Assessing Systems Thinking Skills in Two Undergraduate Sustainability Courses: A Comparison of Teaching Strategies

By Cosette Marie Armstrong, Kim Y. Hiller Connell, and Sonya M. Remington

SCHOLARLY FEATURE

The purpose of this study was to determine systems thinking skill development among undergraduate students and assess the effectiveness of two different instructional methods for increasing these skills. Undergraduate students from two four-year state institutions, one located in the Midwestern region (n=20) of the United States and one in the Southwestern region (n=16) participated in the study. To accomplish the research object, the study employed a mixed between-within subjects experiment. Employing two different systems thinking teaching interventions, one group of students was exposed to a one-time intervention while the other group was exposed to a more extended and holistic intervention. Data were collected at two points in time: pre- and post-intervention. At the beginning (pre-intervention) and end (post-intervention) of one semester, students read case studies describing apparel firms’ sustainability efforts. The students were then tasked to identify sustainability challenges, analyze conflicts between challenges, and offer business recommendations. Using a rubric, the authors scored the students’ responses on a scale of 0 to 5 and assessed ability to 1) think holistically and 2) perceive interrelationships and resolve resulting conflicts.
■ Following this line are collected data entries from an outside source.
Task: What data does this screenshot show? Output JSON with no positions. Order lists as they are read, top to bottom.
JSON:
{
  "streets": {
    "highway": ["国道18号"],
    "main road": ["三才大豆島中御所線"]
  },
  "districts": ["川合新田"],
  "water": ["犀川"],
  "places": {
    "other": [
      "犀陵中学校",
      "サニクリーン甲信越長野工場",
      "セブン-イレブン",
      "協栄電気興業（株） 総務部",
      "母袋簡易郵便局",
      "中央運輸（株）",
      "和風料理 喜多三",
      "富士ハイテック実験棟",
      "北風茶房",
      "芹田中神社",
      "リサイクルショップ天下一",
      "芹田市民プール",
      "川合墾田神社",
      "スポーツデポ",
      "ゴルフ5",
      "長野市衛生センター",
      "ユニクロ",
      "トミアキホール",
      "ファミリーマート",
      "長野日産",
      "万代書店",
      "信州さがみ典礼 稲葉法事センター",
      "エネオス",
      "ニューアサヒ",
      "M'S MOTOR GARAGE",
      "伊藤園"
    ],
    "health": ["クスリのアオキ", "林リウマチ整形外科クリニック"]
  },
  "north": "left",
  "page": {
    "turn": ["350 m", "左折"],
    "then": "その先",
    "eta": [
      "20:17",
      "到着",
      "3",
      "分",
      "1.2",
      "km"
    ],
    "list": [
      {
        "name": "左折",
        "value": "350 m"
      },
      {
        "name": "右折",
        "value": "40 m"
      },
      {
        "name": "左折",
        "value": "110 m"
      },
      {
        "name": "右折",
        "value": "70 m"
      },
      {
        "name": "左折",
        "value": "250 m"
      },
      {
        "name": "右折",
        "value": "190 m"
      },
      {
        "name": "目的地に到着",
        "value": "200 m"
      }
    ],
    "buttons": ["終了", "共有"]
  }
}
T-tests revealed that prior to the teaching interventions, as a whole, the students had unsophisticated skills related to their ability to think in systems. ANOVA revealed that, through instructional methods focused on systems thinking, it is possible to increase students’ ability to think in systems. Additionally, the study revealed that, compared to a constrained one-time intervention, a long-term, holistic, and integrated approach is significantly more effective in encouraging students’ system thinking competencies. Results of this study support the need for educators to integrate teaching methods designed to increase students’ systems thinking competencies holistically throughout course curriculum. Additionally, the study outlines a transferrable approach to assessing systems thinking skills within postsecondary education.